Copy out the lines below that hold the word "strokeStyle".

▬▬▬▬▬▬

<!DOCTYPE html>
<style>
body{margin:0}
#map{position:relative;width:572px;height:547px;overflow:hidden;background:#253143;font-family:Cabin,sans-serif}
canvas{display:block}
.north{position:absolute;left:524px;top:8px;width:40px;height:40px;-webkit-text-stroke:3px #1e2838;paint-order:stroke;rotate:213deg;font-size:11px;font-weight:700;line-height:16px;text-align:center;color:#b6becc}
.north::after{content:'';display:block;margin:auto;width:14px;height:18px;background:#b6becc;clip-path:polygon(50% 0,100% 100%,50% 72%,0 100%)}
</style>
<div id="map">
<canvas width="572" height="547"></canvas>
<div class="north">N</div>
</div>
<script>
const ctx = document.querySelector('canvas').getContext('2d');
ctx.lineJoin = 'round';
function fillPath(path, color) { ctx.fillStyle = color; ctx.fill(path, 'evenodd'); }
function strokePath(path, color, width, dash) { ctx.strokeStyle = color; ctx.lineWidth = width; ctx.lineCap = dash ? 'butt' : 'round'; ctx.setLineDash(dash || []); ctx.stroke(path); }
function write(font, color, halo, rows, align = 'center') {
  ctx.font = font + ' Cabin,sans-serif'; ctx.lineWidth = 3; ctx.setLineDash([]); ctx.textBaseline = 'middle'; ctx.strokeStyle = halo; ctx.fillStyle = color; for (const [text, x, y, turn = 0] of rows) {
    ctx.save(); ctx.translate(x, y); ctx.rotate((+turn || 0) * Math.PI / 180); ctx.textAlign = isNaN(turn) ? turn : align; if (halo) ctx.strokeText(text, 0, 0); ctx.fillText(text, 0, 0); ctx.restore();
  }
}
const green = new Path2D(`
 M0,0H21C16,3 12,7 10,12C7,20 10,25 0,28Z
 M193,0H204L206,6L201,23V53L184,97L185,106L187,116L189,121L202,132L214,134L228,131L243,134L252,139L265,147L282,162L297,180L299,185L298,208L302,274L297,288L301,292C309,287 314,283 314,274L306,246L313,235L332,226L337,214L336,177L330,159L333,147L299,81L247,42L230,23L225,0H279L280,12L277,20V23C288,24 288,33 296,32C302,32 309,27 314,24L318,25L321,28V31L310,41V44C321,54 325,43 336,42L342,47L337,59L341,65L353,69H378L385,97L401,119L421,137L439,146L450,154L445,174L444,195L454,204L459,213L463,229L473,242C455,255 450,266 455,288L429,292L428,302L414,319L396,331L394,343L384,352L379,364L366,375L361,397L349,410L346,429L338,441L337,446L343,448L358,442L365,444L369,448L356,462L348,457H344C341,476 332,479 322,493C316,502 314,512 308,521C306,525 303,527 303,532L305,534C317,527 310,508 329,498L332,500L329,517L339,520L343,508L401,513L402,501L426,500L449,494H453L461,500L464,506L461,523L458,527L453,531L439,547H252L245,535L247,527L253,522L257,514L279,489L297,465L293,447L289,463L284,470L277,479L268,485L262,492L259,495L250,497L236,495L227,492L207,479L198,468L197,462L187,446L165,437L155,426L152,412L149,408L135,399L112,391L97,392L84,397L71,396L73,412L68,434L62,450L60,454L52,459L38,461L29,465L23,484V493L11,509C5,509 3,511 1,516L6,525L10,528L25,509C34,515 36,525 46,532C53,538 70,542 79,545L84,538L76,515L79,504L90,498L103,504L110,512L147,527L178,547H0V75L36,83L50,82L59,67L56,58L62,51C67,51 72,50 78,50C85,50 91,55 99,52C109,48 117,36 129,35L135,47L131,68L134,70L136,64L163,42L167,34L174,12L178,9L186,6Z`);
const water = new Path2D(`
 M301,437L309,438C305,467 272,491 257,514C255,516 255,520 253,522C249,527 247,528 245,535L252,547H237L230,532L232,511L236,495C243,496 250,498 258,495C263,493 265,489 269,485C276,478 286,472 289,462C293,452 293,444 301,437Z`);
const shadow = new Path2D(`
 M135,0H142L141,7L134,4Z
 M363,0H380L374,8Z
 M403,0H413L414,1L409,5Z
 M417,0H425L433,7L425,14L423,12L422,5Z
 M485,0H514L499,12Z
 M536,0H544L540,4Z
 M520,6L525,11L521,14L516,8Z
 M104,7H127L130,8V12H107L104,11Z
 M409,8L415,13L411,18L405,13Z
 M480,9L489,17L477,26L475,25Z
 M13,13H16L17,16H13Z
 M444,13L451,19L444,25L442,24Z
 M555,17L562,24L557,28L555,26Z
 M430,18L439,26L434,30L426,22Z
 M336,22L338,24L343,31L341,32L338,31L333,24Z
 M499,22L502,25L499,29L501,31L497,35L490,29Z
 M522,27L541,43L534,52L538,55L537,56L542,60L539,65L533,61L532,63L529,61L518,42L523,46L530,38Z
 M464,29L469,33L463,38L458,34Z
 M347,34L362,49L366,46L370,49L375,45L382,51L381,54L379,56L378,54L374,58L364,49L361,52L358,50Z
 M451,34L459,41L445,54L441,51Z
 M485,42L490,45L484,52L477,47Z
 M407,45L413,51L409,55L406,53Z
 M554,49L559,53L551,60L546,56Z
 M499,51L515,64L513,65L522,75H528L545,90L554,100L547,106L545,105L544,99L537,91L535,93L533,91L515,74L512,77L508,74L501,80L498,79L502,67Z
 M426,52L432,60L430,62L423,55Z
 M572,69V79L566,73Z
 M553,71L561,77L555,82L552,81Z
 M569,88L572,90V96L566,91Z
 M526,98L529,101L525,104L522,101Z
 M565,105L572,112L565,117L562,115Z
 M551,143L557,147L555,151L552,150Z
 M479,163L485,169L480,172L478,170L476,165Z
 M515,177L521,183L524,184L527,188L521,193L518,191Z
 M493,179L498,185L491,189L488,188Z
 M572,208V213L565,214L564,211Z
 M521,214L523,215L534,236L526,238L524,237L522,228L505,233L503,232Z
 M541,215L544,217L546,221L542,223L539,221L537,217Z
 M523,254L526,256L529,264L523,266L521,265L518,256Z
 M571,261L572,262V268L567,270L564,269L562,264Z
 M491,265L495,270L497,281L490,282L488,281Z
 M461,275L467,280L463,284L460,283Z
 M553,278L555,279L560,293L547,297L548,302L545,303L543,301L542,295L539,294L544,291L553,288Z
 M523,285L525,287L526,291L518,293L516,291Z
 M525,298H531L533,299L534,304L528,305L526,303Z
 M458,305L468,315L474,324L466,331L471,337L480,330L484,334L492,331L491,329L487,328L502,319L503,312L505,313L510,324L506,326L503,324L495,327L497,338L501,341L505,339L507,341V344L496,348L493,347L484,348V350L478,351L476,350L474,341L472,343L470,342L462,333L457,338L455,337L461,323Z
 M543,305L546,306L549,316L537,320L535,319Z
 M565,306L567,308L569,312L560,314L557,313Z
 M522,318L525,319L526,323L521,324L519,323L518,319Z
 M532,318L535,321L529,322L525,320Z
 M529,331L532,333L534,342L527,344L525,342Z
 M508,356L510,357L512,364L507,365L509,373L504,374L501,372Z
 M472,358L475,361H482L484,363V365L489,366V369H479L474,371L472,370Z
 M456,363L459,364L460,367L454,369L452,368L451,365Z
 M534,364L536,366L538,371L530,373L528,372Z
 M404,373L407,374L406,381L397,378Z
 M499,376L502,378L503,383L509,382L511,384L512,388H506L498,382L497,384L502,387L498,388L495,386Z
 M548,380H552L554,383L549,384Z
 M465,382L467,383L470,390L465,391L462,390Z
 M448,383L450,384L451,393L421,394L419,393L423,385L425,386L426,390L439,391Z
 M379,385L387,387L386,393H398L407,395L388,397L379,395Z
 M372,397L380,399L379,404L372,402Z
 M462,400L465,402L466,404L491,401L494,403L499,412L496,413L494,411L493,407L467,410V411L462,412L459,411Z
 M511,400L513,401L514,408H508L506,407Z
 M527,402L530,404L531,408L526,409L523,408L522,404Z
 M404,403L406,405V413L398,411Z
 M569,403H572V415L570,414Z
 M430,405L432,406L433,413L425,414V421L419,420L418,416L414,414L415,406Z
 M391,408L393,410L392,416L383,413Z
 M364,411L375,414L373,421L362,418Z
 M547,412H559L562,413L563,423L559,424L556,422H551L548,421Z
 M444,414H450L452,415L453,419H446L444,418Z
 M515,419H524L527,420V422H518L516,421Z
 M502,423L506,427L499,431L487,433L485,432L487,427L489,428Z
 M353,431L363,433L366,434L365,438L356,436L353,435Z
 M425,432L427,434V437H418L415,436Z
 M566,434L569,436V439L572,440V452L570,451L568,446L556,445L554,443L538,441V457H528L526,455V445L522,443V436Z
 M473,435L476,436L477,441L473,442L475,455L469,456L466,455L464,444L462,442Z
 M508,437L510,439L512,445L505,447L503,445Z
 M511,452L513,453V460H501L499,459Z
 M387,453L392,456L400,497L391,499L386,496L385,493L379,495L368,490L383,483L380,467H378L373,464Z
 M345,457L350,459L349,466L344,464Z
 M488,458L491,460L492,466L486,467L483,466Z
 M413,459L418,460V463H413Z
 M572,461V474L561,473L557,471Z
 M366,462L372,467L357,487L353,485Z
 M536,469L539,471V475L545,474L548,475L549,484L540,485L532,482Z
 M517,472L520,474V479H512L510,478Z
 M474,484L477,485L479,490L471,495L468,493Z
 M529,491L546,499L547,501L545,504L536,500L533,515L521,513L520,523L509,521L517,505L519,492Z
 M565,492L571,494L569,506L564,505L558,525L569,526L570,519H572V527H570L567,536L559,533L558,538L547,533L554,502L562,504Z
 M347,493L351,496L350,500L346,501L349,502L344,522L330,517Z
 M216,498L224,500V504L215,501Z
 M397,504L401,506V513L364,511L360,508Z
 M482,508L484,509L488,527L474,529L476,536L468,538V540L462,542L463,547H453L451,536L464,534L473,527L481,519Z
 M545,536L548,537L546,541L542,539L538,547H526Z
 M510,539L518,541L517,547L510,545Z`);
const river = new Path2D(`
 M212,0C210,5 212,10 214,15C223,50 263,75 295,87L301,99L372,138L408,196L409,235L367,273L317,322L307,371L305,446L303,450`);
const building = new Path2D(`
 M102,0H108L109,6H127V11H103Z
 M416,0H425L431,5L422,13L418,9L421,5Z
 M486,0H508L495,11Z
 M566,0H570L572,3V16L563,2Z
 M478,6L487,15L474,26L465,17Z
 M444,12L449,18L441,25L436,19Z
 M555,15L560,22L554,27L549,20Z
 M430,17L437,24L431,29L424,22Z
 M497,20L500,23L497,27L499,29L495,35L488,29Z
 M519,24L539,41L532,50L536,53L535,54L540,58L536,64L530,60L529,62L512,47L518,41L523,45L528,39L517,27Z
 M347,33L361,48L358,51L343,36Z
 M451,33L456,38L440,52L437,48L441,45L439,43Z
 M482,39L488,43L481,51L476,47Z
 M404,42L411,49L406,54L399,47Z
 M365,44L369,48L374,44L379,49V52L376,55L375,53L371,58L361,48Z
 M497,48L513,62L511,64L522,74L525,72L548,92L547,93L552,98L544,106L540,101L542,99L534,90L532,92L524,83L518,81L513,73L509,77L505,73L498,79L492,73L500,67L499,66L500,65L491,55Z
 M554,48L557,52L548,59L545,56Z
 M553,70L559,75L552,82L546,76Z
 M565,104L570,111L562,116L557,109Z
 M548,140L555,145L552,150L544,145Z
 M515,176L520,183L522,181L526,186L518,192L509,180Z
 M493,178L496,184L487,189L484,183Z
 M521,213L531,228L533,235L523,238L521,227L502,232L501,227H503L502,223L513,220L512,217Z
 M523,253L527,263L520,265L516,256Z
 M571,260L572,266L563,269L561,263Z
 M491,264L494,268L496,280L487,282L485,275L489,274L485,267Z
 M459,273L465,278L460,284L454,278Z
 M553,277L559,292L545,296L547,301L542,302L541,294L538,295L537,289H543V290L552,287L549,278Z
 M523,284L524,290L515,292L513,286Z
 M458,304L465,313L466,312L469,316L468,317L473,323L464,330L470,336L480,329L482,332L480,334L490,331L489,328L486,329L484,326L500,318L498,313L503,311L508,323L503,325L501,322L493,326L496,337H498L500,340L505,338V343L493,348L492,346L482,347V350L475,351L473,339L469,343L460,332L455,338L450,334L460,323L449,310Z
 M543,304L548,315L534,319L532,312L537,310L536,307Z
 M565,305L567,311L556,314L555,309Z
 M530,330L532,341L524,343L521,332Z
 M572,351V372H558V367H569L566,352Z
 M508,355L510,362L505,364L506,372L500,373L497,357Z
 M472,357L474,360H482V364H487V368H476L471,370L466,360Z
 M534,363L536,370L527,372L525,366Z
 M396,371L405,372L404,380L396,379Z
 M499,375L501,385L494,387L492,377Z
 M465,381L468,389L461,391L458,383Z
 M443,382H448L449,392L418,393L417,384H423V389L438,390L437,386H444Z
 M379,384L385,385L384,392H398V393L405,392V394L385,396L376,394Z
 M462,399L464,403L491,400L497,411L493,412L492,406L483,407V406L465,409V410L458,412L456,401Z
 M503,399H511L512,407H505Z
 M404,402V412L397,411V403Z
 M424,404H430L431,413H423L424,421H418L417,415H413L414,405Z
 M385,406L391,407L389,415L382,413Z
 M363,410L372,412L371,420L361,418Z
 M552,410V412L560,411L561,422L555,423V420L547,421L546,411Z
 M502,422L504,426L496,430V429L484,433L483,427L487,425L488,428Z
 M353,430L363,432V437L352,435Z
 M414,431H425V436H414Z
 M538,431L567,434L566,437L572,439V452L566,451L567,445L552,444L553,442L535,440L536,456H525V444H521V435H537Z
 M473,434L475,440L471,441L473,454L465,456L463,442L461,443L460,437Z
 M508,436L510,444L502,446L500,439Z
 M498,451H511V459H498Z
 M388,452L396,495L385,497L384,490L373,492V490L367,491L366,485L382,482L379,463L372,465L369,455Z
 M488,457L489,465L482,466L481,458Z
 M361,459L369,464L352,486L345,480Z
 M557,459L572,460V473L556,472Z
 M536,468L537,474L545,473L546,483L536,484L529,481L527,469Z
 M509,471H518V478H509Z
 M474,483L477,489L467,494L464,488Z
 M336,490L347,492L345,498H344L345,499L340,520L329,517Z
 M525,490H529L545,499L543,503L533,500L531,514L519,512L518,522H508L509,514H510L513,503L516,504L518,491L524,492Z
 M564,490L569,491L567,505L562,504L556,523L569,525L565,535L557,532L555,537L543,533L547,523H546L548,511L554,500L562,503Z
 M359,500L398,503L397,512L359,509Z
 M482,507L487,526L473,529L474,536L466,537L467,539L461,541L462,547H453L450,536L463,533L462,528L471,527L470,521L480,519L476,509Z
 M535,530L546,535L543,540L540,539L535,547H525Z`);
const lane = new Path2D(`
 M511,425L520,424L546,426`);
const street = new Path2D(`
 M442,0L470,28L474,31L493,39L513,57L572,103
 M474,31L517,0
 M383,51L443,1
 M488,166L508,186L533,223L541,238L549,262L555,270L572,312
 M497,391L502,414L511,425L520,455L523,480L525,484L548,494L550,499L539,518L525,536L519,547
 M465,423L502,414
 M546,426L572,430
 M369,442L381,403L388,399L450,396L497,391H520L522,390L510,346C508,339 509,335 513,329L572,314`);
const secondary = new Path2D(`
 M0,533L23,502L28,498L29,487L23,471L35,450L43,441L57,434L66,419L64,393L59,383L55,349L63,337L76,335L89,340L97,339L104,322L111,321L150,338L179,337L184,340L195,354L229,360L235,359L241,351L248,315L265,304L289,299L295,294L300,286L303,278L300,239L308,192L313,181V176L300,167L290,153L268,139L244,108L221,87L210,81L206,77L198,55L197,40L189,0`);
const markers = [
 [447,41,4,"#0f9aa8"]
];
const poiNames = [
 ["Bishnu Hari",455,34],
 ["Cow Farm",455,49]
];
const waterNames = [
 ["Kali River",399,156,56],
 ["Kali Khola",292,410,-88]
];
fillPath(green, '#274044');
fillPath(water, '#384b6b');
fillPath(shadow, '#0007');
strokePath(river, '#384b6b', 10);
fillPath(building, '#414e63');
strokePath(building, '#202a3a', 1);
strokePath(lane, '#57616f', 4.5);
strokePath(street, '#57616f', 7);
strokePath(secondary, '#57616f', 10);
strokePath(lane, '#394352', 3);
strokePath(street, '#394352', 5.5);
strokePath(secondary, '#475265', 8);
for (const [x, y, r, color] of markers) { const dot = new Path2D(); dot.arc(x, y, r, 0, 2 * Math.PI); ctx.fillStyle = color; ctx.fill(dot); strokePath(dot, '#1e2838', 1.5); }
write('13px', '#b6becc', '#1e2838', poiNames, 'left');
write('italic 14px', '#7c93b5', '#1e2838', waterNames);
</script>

▬▬▬▬▬▬

» EXERCISE RESPONSE
function strokePath(path, color, width, dash) { ctx.strokeStyle = color; ctx.lineWidth = width; ctx.lineCap = dash ? 'butt' : 'round'; ctx.setLineDash(dash || []); ctx.stroke(path); }
  ctx.font = font + ' Cabin,sans-serif'; ctx.lineWidth = 3; ctx.setLineDash([]); ctx.textBaseline = 'middle'; ctx.strokeStyle = halo; ctx.fillStyle = color; for (const [text, x, y, turn = 0] of rows) {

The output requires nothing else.